An expert committee of senior officials will be formed to "deal with ISI activities", Jana Reddy said. Though the chief minister said yesterday's near simultaneous blasts claimed 40 lives, Police Commissioner Balwinder Singh told PTI that 42 people died and 54 were injured in the attacks at Lumbani Park near the state secretariat and Gokul Chat Bhandar, a popular eatery in the busy Koti locality.
As investigators searched for clues, an expert said the explosives used in yesterday's blasts and the Mecca Masjid attack were different.
"In the Mecca Masjid blasts, it was a RDX and TNT mixture...here it is entirely different (as some) ammonium nitrate-based chemical (was used)," said T Suresh, chief scientific officer of the CLUES bomb detection squad.
The chief minister rejected a suggestion that the blasts were a result of intelligence failure. "Most of the times, external terrorist organisations are responsible for such ghastly acts. The state government will not have the wherewithal to go into this sort of intelligence operations. "We cannot have intelligence networks in Bangladesh and Pakistan," he said.
Before leaving Delhi for Hyderabad, Union Home Minister Shivraj Patil condemned the blasts. Patil was accompanied by a high level team led by Special Secretary (Internal Security) M Kumawat. Officials said no arrests have been made so far in connection with the blasts.
A forensic expert said the material used in the twin blasts -- Neogel-90, an ammonium nitrate-based emulsifier explosive -- was manufactured at Nagpur in Maharashtra by a company named Omni Explosives. Another bomb defused in Dilsukhnagar was fitted with explosives and metal balls, he said.

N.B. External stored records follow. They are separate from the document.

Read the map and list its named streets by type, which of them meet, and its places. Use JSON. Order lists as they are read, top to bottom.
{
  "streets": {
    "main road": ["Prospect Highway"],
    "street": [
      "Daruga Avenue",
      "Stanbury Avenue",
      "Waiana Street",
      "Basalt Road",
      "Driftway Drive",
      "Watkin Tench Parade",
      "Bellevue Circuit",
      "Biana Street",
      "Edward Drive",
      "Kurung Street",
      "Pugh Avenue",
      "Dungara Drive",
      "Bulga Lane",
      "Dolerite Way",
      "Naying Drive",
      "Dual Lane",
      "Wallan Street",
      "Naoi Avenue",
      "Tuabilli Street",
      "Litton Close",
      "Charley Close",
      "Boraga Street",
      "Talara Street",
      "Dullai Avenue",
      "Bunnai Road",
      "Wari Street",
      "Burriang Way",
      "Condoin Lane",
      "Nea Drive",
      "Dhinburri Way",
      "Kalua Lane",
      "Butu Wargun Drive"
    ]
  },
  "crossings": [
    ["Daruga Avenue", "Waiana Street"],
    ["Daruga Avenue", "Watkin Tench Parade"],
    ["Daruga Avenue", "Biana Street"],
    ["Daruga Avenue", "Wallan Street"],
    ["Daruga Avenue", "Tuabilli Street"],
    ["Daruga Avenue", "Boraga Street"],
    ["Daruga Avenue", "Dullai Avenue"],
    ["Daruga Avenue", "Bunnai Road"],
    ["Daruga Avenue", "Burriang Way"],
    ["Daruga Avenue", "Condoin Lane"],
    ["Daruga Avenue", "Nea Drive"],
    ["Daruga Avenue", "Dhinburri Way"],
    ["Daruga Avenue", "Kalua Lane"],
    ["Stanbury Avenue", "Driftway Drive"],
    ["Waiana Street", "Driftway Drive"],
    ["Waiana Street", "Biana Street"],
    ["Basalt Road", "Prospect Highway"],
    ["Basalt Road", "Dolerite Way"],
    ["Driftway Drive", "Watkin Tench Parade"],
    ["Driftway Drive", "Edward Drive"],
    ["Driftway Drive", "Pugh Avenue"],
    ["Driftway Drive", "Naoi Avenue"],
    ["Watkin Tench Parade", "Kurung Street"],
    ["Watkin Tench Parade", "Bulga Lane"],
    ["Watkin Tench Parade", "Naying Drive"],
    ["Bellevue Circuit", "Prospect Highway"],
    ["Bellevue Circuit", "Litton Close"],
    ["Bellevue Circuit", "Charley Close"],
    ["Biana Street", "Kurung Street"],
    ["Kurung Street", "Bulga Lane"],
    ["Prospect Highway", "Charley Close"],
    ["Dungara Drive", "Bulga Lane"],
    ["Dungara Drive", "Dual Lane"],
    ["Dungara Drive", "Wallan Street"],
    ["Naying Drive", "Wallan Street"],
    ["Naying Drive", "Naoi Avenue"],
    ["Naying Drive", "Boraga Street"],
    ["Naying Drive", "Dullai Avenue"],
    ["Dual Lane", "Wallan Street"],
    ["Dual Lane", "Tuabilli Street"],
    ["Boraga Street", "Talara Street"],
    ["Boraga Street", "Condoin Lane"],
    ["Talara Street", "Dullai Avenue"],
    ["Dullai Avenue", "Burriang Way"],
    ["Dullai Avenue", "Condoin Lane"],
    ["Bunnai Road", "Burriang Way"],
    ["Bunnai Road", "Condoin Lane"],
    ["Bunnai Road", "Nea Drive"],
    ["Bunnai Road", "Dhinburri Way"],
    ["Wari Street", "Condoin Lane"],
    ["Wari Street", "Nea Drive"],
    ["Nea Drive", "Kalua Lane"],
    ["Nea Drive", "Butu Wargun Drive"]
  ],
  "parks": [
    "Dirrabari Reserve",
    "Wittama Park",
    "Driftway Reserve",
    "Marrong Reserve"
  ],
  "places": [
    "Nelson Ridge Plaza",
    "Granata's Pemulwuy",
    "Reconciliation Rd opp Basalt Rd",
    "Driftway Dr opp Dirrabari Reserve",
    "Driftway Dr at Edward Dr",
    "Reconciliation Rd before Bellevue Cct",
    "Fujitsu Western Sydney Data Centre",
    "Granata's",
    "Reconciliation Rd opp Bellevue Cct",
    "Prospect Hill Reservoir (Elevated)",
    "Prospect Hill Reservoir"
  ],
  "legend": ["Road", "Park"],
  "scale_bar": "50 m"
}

Compensation of Rs 5 lakhs will be paid to the kin of the dead and a government job will be given to families who lost their bread earners while Rs 20,000 will be paid to the injured. Among the dead were seven engineering students from Nasik in Maharashtra, two railway policemen from Madhya Pradesh, six women and three children. Thirty-eight of the dead have been identified, officials said.
The state cabinet reviewed the law and order situation in the backdrop of blasts and appreciated the "exemplary behaviour of citizens who maintained calm and stood by" the authorities in quickly restoring normalcy. In a resolution, the cabinet condemned the "cowardly act" and conveyed its condolences to the bereaved families.